━━━ THE INPUT

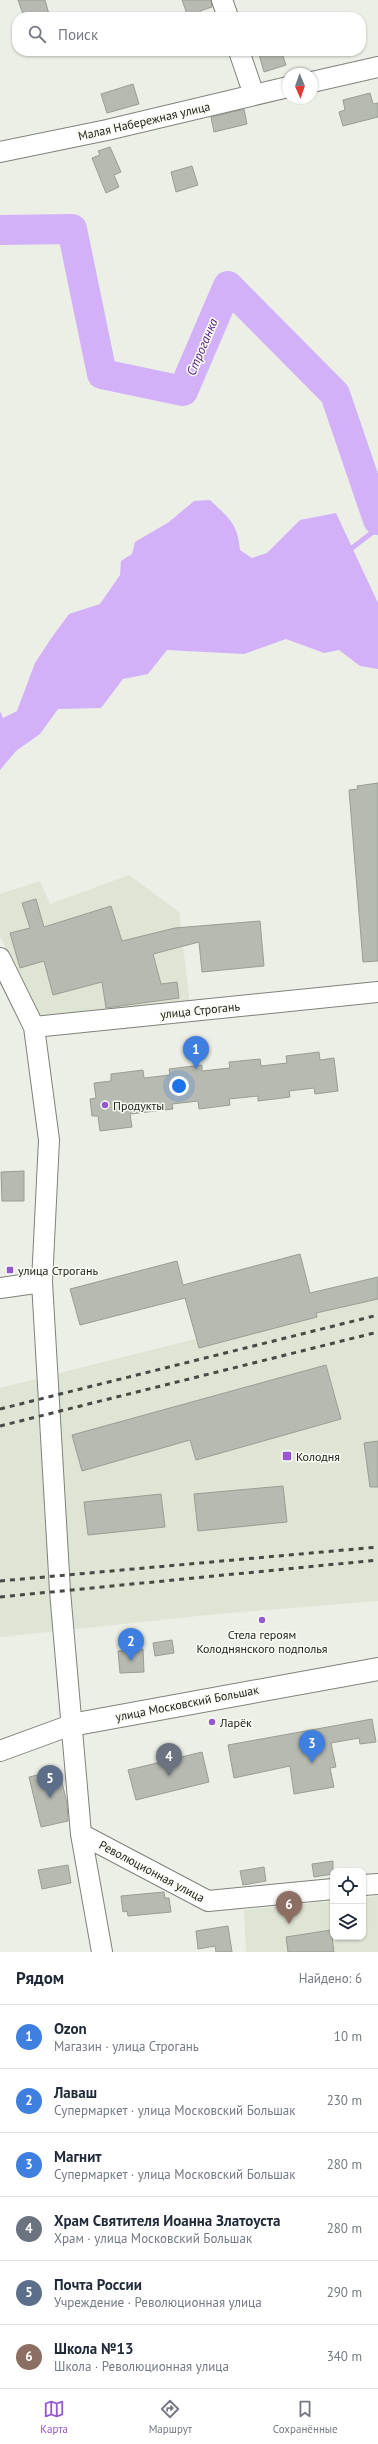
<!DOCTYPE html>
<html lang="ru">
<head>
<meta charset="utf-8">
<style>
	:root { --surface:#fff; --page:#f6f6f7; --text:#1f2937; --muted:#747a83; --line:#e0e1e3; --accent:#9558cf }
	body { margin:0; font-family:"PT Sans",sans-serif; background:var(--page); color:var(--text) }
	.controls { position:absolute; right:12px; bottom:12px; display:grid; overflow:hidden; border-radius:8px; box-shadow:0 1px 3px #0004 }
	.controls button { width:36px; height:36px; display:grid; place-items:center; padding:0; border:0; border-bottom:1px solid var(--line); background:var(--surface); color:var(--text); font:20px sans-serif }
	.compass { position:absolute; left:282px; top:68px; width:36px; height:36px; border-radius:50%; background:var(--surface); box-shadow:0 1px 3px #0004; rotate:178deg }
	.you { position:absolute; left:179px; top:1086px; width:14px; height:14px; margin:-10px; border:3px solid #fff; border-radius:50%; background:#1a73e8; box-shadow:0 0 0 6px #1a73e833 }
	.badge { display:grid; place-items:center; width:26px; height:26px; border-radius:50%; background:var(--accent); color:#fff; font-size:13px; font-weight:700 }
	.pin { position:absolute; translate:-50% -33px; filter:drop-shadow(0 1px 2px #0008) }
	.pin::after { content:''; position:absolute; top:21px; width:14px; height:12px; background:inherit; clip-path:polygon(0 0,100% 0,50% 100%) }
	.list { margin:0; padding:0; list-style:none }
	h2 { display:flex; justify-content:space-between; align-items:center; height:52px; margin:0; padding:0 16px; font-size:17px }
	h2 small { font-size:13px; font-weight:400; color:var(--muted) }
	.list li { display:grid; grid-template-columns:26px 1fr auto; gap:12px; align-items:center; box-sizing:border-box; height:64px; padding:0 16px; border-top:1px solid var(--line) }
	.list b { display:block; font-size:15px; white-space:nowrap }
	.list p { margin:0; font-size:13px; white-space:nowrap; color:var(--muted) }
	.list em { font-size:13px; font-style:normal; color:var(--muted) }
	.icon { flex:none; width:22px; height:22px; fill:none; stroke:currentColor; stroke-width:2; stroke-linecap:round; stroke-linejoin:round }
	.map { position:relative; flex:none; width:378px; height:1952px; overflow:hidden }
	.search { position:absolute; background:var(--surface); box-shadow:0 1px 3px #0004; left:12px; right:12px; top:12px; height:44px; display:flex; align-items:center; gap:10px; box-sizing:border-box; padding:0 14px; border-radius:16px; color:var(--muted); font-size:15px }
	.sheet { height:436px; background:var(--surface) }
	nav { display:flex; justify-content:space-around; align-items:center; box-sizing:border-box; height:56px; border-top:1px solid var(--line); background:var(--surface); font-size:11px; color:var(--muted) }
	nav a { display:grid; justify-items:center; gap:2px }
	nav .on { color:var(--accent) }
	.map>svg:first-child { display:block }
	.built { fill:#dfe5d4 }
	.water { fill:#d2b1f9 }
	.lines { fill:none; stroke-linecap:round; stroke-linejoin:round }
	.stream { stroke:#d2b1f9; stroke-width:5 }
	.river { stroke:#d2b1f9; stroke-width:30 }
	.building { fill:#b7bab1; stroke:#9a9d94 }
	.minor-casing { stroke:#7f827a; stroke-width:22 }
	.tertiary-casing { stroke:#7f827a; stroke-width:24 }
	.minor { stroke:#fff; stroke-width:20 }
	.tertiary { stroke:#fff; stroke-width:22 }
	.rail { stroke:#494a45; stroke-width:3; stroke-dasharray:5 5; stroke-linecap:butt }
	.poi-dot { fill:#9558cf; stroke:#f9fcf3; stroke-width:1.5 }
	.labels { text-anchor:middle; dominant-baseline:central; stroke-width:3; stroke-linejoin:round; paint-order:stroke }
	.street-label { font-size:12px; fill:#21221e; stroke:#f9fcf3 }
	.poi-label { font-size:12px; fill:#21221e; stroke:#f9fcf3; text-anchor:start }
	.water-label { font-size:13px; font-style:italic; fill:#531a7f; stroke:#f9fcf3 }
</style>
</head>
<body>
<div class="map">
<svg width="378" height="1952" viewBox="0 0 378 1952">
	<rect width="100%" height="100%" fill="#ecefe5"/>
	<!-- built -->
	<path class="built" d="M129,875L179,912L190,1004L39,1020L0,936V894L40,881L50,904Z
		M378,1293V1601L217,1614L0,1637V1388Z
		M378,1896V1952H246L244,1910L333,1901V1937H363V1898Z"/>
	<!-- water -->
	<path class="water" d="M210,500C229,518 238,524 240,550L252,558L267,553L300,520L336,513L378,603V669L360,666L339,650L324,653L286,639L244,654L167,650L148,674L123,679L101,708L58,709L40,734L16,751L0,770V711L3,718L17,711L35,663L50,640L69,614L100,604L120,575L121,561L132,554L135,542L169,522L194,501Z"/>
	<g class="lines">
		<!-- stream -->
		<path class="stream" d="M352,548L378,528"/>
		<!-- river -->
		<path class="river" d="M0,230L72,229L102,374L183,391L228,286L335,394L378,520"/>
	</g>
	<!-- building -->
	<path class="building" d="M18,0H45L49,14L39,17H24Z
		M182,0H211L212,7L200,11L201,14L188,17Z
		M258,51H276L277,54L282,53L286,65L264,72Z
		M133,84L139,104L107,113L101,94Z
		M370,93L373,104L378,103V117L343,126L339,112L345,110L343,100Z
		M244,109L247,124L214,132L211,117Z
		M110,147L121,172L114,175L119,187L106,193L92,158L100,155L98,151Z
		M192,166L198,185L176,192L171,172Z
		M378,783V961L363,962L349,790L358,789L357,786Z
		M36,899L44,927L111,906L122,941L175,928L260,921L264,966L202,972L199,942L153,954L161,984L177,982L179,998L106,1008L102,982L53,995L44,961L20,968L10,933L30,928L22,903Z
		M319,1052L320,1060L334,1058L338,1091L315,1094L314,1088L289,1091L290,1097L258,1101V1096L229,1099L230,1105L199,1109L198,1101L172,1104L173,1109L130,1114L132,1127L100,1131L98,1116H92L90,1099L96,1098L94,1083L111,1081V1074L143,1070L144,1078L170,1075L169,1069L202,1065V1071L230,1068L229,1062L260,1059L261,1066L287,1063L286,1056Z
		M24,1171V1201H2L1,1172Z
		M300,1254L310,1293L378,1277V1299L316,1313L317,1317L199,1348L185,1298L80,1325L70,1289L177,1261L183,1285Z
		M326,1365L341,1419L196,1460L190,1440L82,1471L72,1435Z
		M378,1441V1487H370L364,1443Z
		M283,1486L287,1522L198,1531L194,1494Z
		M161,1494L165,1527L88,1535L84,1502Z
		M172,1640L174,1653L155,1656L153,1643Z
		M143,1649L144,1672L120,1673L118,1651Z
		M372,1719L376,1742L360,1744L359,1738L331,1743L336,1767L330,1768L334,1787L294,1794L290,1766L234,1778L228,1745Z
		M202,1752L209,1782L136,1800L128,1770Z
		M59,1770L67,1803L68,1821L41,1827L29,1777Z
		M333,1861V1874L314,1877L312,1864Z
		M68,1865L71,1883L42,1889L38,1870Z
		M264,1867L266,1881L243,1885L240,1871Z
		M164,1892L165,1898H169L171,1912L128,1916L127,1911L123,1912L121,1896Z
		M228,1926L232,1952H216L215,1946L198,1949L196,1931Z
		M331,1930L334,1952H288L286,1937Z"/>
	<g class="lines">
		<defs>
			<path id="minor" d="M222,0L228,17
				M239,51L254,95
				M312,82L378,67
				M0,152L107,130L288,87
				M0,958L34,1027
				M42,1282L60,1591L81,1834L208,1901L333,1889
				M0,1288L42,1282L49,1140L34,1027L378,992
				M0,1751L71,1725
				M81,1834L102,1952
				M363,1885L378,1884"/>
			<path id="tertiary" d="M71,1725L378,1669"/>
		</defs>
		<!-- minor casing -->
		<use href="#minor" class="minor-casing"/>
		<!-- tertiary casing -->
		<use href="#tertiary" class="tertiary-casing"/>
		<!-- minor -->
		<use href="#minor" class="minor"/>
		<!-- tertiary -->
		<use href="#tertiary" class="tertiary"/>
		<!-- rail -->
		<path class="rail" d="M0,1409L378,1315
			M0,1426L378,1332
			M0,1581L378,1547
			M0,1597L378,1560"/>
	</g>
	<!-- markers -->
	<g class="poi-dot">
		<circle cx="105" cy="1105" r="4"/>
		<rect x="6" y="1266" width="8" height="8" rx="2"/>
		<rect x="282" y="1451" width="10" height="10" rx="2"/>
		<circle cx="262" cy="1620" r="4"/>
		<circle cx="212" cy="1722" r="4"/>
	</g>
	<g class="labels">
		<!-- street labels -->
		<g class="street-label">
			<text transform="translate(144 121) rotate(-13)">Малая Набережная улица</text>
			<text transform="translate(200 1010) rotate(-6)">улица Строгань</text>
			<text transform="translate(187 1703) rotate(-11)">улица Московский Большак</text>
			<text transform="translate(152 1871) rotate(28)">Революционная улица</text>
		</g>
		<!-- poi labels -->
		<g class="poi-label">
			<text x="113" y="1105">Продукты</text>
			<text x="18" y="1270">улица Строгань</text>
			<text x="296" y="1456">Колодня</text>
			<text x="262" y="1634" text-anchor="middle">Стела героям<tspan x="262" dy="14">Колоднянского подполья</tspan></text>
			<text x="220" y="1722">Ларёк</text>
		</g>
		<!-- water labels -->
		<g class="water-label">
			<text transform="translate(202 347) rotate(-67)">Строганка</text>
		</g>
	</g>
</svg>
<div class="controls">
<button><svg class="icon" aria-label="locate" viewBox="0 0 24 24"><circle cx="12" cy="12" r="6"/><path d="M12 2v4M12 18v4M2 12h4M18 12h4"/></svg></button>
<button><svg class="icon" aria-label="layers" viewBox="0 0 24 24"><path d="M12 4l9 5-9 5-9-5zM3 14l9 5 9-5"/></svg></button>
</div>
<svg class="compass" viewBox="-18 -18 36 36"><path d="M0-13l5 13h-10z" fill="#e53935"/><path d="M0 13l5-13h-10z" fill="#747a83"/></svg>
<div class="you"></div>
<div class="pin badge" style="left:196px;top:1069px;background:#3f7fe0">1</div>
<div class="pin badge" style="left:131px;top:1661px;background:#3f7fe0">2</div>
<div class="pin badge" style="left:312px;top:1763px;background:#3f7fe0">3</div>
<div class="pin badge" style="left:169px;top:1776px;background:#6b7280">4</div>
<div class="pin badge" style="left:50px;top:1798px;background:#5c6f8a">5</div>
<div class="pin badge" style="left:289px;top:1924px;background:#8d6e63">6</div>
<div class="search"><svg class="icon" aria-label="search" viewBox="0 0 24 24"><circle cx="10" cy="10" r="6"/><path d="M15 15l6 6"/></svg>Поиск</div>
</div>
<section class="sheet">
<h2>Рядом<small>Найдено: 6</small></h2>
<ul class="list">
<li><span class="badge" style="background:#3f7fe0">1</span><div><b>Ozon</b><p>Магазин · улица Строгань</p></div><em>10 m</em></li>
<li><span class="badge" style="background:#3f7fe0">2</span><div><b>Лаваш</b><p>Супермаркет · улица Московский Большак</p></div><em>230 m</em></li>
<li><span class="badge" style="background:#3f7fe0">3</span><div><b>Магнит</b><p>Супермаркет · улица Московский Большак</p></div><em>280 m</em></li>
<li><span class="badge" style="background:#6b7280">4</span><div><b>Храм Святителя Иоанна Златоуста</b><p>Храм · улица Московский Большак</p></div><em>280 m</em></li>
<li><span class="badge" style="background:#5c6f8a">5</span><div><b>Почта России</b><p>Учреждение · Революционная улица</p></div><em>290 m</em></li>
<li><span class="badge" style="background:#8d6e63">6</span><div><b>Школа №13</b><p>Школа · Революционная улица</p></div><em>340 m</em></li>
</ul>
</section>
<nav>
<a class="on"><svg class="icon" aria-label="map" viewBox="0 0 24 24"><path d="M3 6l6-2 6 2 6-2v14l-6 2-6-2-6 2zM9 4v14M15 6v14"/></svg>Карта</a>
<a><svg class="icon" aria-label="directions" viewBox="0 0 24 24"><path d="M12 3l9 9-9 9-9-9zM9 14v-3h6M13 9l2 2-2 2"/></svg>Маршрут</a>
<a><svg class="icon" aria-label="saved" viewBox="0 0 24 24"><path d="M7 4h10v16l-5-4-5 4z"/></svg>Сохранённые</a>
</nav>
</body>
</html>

━━━━━━

ABOUT THIS TASK:
Lines of the data above that include the string "nowrap" must each be copied.

ANSWER SPACE:
	.list b { display:block; font-size:15px; white-space:nowrap }
	.list p { margin:0; font-size:13px; white-space:nowrap; color:var(--muted) }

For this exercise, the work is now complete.